(Exercise materials)

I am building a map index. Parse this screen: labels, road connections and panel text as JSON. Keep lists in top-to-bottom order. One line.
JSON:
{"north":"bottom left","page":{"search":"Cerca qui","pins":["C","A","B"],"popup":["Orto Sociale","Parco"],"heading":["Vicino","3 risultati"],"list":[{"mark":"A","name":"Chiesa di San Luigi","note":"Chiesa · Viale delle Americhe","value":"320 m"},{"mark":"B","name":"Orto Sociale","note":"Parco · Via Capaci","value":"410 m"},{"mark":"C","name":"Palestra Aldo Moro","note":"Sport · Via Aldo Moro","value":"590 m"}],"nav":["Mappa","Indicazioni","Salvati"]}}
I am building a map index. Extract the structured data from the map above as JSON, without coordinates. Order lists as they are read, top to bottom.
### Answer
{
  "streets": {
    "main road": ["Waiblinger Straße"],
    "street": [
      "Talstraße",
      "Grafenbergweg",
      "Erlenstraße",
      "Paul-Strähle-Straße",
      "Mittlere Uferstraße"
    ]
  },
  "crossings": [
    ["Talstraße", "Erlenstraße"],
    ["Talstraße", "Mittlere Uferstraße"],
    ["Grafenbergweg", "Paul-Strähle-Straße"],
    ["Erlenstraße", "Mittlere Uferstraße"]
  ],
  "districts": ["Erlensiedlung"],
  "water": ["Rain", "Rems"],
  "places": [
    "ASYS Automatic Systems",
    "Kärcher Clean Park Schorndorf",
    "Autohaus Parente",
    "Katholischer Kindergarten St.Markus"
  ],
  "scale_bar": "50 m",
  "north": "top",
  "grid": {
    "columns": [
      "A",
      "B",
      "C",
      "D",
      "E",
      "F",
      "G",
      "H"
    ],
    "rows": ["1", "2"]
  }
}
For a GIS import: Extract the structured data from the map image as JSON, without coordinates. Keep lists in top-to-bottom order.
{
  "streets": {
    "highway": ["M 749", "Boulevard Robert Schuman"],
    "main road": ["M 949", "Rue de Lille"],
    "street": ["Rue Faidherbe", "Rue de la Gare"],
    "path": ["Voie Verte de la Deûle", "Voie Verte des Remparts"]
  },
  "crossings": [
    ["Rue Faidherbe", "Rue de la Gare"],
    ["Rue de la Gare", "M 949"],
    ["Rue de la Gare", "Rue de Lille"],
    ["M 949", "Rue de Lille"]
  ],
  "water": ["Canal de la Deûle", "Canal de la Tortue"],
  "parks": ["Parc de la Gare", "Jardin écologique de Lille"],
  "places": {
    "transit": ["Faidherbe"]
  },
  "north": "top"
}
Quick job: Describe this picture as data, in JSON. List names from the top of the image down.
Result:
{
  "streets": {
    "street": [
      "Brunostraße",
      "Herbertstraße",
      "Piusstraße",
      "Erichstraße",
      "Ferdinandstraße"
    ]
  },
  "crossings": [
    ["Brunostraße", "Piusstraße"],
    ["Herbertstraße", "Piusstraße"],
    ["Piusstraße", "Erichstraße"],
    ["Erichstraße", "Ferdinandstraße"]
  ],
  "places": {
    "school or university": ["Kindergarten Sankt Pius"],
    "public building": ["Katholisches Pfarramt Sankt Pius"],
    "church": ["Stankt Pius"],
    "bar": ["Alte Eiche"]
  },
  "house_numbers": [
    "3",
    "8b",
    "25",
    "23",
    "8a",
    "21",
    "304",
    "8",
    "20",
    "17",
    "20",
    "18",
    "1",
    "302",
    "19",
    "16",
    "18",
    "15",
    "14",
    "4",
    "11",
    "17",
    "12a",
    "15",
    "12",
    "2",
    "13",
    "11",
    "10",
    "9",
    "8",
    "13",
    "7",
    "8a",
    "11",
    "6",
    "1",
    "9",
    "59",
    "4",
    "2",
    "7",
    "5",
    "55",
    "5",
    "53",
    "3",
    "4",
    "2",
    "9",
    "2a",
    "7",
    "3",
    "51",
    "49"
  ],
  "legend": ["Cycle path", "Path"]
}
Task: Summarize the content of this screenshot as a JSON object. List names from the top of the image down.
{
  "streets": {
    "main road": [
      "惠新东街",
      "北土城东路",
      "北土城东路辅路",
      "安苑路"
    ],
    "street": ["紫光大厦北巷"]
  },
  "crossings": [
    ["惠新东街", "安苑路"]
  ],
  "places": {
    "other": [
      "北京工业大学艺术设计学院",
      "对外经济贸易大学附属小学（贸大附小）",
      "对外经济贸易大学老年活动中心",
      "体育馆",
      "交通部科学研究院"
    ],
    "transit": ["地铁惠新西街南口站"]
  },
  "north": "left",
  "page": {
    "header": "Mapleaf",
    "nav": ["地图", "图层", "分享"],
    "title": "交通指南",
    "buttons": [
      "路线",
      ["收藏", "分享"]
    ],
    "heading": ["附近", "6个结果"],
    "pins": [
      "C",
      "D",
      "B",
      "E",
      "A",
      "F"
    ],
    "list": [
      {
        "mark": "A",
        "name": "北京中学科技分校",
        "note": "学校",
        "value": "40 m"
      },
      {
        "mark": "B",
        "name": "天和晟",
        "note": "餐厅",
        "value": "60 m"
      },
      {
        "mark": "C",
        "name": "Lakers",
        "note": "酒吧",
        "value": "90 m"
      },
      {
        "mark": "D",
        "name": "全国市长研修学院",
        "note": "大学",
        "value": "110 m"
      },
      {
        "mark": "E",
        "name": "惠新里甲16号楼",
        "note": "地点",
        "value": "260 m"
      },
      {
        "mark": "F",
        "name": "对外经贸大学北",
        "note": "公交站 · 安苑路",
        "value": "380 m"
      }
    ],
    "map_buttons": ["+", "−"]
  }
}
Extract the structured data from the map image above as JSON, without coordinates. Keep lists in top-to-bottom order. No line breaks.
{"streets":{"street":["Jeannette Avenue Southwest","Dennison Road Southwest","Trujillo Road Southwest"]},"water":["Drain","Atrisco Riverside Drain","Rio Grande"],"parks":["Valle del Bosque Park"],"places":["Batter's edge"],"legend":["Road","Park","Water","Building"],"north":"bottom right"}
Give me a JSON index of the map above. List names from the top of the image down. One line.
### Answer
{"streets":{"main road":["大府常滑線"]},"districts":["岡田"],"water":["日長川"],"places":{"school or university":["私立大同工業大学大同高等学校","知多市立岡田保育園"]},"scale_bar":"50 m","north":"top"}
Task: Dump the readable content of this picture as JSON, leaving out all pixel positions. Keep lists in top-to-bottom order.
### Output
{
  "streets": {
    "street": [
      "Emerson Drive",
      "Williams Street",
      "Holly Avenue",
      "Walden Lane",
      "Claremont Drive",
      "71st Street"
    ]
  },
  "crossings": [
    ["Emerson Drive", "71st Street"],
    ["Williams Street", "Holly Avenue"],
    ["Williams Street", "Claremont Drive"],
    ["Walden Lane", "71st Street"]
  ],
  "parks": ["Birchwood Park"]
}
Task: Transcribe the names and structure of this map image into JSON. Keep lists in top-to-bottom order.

(End Exercise materials)

■ **Your objective**: Copy out all lines from the material above that contain the string "picture".

■ **Written answer**:
Quick job: Describe this picture as data, in JSON. List names from the top of the image down.
Task: Dump the readable content of this picture as JSON, leaving out all pixel positions. Keep lists in top-to-bottom order.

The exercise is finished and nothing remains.